Es ist allerdings nicht so, dass es sich bei Dressels Viererpack um ein unvorhersehbares Ereignis gehandelt hätte. Zum einen wissen sie schon sehr lange, was sie an dem Eigengewächs haben, das seit 2007 an der Grünwalder Straße gedeiht. So ist es auch kein Zufall, dass Dressel vor allem bei Eckbällen am Sechzehner auf einen abgeprallten Ball wartet - auf diese Weise hatte er auch schon zwei Wochen zuvor, beim Derby in Unterhaching, das wichtige 1:0 erzielt. Und im vorletzten Derby gegen die Vorstädter hatte er beim 3:0 alle drei Tore gemacht. Damals hatte er das Führungstor mit einem Handstand-Überschlag gefeiert, diese Marotte haben sie dem früheren Turner beim Turn- und Sportverein von 1860 mittlerweile offenbar ausgetrieben.
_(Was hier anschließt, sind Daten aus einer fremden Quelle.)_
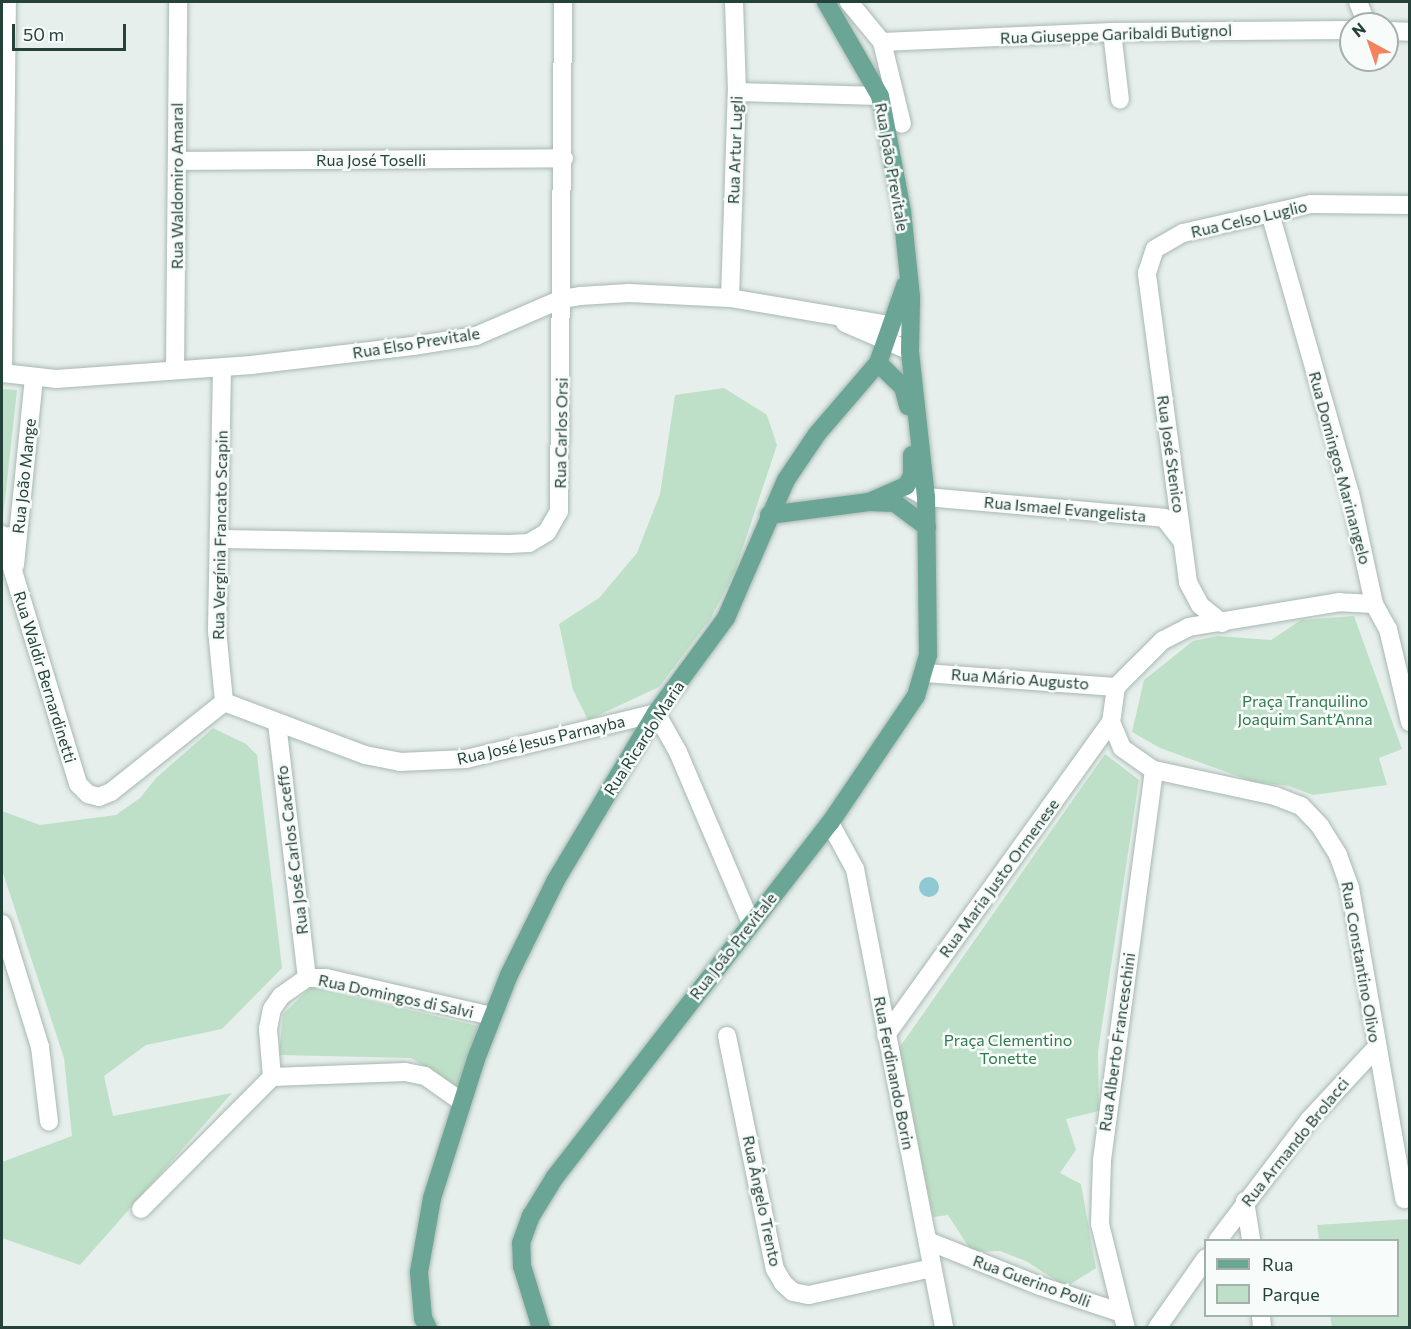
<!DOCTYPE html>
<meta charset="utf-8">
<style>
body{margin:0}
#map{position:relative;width:1411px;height:1329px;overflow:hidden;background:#e6efeb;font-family:Commissioner,sans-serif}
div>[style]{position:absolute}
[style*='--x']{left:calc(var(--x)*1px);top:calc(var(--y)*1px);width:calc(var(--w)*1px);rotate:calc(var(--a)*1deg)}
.green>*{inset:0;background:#bfe0c8}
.water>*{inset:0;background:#8ec9d4}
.round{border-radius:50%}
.roads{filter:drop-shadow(0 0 2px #a8b8b2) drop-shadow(0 0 2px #a8b8b2)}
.minor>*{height:18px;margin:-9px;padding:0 9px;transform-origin:9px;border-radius:9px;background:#fff}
.major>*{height:18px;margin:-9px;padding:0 9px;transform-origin:9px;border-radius:9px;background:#6aa596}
span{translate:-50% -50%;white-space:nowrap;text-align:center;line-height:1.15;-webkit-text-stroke:5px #f7fbf9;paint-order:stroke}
.street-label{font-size:16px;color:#24423a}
.park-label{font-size:16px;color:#2d7a4b}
.frame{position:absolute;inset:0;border:3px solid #24423a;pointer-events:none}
.legend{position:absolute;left:1204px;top:1239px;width:195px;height:78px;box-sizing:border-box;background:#f7fbf9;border:2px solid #a3b1ad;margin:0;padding:8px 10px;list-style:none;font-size:18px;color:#24423a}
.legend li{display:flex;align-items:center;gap:12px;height:30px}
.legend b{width:30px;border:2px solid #a3b1ad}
.north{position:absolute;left:1339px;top:12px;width:60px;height:60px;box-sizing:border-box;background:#f7fbf9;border:2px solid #a3b1ad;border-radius:50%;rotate:320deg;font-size:16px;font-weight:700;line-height:24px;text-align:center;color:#24423a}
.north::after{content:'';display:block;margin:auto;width:21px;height:27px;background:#f4845f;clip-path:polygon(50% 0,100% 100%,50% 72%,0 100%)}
.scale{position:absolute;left:12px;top:24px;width:114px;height:27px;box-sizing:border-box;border:3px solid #24423a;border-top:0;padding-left:8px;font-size:18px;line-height:21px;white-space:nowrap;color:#24423a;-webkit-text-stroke:4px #f7fbf9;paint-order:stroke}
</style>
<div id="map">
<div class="green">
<div style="clip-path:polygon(724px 388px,767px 415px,777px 445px,735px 571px,711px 618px,659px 687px,588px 720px,573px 690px,559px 624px,599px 598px,637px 553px,660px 494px,675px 395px)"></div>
<div style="clip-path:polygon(2px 389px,17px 390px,3px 517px,2px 511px)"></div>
<div style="clip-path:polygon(1354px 616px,1402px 749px,1379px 758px,1387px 785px,1313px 795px,1289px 786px,1254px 782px,1160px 748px,1132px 732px,1144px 680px,1193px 641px,1217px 636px,1271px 640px,1301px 620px)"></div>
<div style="clip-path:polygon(213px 728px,246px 744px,257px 755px,282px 968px,222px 1029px,146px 1045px,104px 1076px,113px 1116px,232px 1093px,80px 1265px,2px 1238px,2px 1162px,72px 1136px,64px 1058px,2px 870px,2px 811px,40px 825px,116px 815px,140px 798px,156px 778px)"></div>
<div style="clip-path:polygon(1105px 754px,1139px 780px,1098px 1052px,1099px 1111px,1066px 1119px,1076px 1150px,1060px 1173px,1081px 1184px,1096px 1268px,1066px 1287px,1026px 1261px,1000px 1251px,972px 1252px,948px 1215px,933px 1217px,897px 1051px)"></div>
<div style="clip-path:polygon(311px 987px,478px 1026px,464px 1091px,411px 1058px,279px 1055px,283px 1014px)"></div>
<div style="clip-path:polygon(1409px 1219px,1409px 1327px,1332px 1327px,1330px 1316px,1398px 1316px,1398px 1240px,1319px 1240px,1317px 1225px)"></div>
</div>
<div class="water">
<div class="round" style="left:919px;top:877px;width:20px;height:20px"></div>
</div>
<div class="roads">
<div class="minor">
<div style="--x:849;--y:2;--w:52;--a:50.5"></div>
<div style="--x:882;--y:42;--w:84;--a:76.3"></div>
<div style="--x:1358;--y:2;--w:24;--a:68"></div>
<div style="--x:1387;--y:31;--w:23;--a:2"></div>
<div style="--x:1112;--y:32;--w:68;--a:83.3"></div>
<div style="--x:882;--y:42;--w:230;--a:-2.5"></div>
<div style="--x:1112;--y:32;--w:239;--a:-0.5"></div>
<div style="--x:737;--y:92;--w:143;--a:1.6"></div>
<div style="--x:178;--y:161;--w:386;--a:-0.4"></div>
<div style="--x:1270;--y:213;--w:291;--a:74.1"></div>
<div style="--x:1350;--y:493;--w:114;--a:77.8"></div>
<div style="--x:1374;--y:604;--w:29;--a:61"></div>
<div style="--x:1388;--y:629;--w:96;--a:76.7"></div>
<div style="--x:730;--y:298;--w:206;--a:-88.1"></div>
<div style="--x:737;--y:92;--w:90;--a:-91.9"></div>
<div style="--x:845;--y:323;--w:71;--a:23.3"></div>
<div style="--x:222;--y:368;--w:262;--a:91.1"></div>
<div style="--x:217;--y:630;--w:72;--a:84.4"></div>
<div style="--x:175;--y:370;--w:368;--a:-89.5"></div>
<div style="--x:2;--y:373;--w:54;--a:6.3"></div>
<div style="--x:56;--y:379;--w:196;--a:-4.1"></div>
<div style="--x:251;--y:365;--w:163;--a:-6.7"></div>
<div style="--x:413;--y:346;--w:64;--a:-9"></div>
<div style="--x:476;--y:336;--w:94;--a:-23.3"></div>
<div style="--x:562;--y:299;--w:18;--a:-9"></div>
<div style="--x:580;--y:296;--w:49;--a:-3.5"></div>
<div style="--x:629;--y:293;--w:101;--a:2.8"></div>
<div style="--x:730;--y:298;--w:180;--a:9.6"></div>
<div style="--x:3;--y:373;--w:371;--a:-89.4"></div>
<div style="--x:906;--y:486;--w:23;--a:29"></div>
<div style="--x:926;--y:497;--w:239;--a:5"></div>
<div style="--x:1164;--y:518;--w:28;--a:52"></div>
<div style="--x:2;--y:535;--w:260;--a:73"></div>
<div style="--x:78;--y:784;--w:14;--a:45"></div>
<div style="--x:88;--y:794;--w:11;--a:15"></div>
<div style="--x:99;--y:797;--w:13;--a:-23"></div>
<div style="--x:111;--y:792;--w:144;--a:-38.5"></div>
<div style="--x:224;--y:702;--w:151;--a:20.6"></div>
<div style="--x:365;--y:755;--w:36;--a:11"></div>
<div style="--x:400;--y:762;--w:66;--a:-2.6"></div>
<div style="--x:466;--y:759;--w:195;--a:-13.6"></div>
<div style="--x:656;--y:713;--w:45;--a:60.6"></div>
<div style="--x:678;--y:752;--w:186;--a:66.9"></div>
<div style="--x:221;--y:539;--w:288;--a:1"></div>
<div style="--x:509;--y:544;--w:20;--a:-3"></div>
<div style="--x:529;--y:543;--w:21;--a:-31"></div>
<div style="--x:547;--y:532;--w:24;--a:-60"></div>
<div style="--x:559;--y:511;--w:509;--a:-89.55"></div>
<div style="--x:15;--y:565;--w:187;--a:-84.2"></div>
<div style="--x:1374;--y:604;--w:34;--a:-177"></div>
<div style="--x:1340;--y:602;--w:153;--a:170.6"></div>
<div style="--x:1189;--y:627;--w:29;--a:153"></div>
<div style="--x:1163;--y:640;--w:66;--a:135"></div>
<div style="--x:1116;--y:687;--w:35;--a:98"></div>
<div style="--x:1111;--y:722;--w:28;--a:67"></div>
<div style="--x:1122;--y:748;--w:39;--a:35"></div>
<div style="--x:1154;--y:770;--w:124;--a:12.1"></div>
<div style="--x:1275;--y:796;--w:28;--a:21"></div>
<div style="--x:1301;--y:806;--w:28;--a:46"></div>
<div style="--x:1320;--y:826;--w:34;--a:58"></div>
<div style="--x:1338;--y:855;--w:35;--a:70"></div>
<div style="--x:1350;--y:888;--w:316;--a:80.1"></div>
<div style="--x:1222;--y:623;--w:28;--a:-141"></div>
<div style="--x:1200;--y:605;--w:26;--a:-118"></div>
<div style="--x:1188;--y:582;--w:312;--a:-97.6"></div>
<div style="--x:1147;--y:273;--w:25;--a:-72"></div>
<div style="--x:1155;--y:249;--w:32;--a:-30"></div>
<div style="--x:1183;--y:233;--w:131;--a:-12.8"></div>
<div style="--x:1311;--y:204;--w:99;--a:0.6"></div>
<div style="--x:924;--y:673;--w:193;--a:4.2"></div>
<div style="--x:277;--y:723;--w:257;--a:83.3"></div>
<div style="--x:830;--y:823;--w:52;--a:61.5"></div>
<div style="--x:855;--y:869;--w:468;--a:79"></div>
<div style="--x:2;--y:924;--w:129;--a:72.8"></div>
<div style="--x:40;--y:1047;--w:75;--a:83.1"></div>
<div style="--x:886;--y:1035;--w:385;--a:-54.3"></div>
<div style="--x:727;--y:1036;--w:238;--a:78.4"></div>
<div style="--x:775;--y:1269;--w:16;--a:60"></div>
<div style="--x:783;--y:1283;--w:13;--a:42"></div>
<div style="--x:793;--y:1292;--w:16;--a:11"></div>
<div style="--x:809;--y:1295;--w:126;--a:-12.4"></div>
<div style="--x:272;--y:1077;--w:48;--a:-94.8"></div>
<div style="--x:268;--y:1029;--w:20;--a:-79"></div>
<div style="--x:272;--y:1009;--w:16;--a:-55"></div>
<div style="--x:281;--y:996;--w:32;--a:-35"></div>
<div style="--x:307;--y:978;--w:19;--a:0"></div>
<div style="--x:326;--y:978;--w:170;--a:12.9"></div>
<div style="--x:1245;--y:1201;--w:39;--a:81"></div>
<div style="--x:141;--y:1209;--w:186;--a:-45.2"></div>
<div style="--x:272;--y:1077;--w:133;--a:-2.2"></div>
<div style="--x:405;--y:1072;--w:20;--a:11"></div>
<div style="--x:425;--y:1076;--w:45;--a:35.1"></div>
<div style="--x:1218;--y:1240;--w:151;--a:-52.8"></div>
<div style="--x:1309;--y:1120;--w:98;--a:-47.1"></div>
<div style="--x:928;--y:1241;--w:121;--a:21.9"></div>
<div style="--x:1040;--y:1286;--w:86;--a:18.2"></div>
<div style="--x:1122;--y:1313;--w:16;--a:75"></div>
<div style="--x:1122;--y:1313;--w:92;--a:-103.9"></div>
<div style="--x:1100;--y:1224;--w:64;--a:-88.2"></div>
<div style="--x:1102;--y:1160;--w:393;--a:-82.4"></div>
<div style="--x:1261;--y:1316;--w:12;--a:85"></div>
<div style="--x:1157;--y:1328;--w:85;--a:-55"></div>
</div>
<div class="major">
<div style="--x:878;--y:363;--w:35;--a:44"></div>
<div style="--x:903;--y:387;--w:20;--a:75"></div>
<div style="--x:869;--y:502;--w:40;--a:-23.4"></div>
<div style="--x:906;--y:486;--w:12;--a:-59"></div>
<div style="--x:912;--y:476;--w:21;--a:-90"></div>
<div style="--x:769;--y:515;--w:101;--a:-7.4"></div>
<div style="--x:869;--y:502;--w:26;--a:2"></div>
<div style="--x:895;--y:503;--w:40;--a:37"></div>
<div style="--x:428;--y:1328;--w:11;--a:-117"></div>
<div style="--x:423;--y:1318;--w:46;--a:-95"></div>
<div style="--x:419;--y:1272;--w:75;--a:-80"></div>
<div style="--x:432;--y:1198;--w:146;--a:-72.4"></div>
<div style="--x:476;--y:1059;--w:90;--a:-68.6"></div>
<div style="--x:509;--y:975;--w:106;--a:-63.7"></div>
<div style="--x:556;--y:880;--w:195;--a:-59.1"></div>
<div style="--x:656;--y:713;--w:118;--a:-53.6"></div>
<div style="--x:726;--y:618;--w:150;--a:-66.5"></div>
<div style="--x:786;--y:480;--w:55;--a:-56"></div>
<div style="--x:817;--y:434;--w:94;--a:-49.3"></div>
<div style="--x:878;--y:363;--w:82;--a:-70.7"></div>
<div style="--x:541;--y:1328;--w:65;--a:-107"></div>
<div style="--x:522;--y:1266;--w:23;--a:-92"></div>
<div style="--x:521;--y:1243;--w:29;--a:-70"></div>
<div style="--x:531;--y:1216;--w:46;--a:-58.4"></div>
<div style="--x:555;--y:1177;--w:448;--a:-52.2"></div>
<div style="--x:830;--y:823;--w:153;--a:-55.9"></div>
<div style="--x:916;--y:696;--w:43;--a:-73.7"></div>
<div style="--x:928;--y:655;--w:158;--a:-90.7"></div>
<div style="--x:926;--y:497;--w:147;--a:-96.3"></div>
<div style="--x:910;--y:351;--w:54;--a:-88.9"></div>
<div style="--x:911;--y:297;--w:86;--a:-96"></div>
<div style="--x:902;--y:211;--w:117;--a:-100.8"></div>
<div style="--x:880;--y:96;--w:108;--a:-119.9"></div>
</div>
</div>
<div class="street-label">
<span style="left:1116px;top:34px;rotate:-2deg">Rua Giuseppe Garibaldi Butignol</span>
<span style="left:735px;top:150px;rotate:-88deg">Rua Artur Lugli</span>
<span style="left:371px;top:160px">Rua José Toselli</span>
<span style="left:892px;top:167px;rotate:80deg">Rua João Previtale</span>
<span style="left:177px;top:186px;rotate:-90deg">Rua Waldomiro Amaral</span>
<span style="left:1249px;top:219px;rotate:-13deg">Rua Celso Luglio</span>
<span style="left:416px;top:343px;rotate:-9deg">Rua Elso Previtale</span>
<span style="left:561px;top:433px;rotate:-89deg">Rua Carlos Orsi</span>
<span style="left:1171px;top:454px;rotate:82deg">Rua José Stenico</span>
<span style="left:1340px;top:468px;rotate:75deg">Rua Domingos Marinangelo</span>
<span style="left:24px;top:476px;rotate:-84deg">Rua João Mange</span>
<span style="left:1065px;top:509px;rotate:5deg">Rua Ismael Evangelista</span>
<span style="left:220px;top:535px;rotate:-89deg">Rua Vergínia Francato Scapin</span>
<span style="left:45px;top:677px;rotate:73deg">Rua Waldir Bernardinetti</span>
<span style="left:1020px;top:679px;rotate:4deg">Rua Mário Augusto</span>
<span style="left:644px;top:738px;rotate:-57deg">Rua Ricardo Maria</span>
<span style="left:541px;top:740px;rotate:-13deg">Rua José Jesus Parnayba</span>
<span style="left:292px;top:850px;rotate:-97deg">Rua José Carlos Caceffo</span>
<span style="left:999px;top:878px;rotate:-54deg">Rua Maria Justo Ormenese</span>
<span style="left:733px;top:946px;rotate:-52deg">Rua João Previtale</span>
<span style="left:1361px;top:962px;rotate:80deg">Rua Constantino Olivo</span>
<span style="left:396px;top:996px;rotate:12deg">Rua Domingos di Salvi</span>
<span style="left:1117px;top:1042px;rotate:-82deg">Rua Alberto Franceschini</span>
<span style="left:894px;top:1073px;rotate:79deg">Rua Ferdinando Borin</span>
<span style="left:1295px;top:1142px;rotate:-51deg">Rua Armando Brolacci</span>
<span style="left:762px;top:1201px;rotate:78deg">Rua Ângelo Trento</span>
<span style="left:1032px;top:1281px;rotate:20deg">Rua Guerino Polli</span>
</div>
<div class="park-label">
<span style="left:1305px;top:710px">Praça Tranquilino<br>Joaquim Sant’Anna</span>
<span style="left:1008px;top:1049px">Praça Clementino<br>Tonette</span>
</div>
<div class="frame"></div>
<ul class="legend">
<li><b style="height:8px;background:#6aa596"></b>Rua</li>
<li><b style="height:16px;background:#bfe0c8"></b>Parque</li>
</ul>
<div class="north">N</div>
<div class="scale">50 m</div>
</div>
Ansonsten trifft Dressel eher selten. Aber Trainer Köllner sieht zahlreiche weitere Stärken im Spiel des 1,84 Meter großen Blondschopfs. Er sei im Gegenpressing auch einer der Wichtigsten, betonte er nach dem Sieg, "aber mit seiner Abschlussstärke hat er uns heute einen Riesendienst erwiesen. Er hat einen Schuss wie ein Gaul, da müssen viele in Deckung gehen". Ansonsten war der 50-Jährige damit beschäftigt, den Gaul einzufangen. Er betonte die starke Mannschaftsleistung und hoffe, "dass Dennis weiter an sich arbeitet". Dressel selbst machte keine Anstalten, ausbrechen zu wollen. "Wir müssen das jetzt nicht überbewerten", sagte er nach der Partie über seine Leistung. Einen Spielball nahm er sich aber schon mit nach Hause, als Erinnerung an einen "besonderen Tag".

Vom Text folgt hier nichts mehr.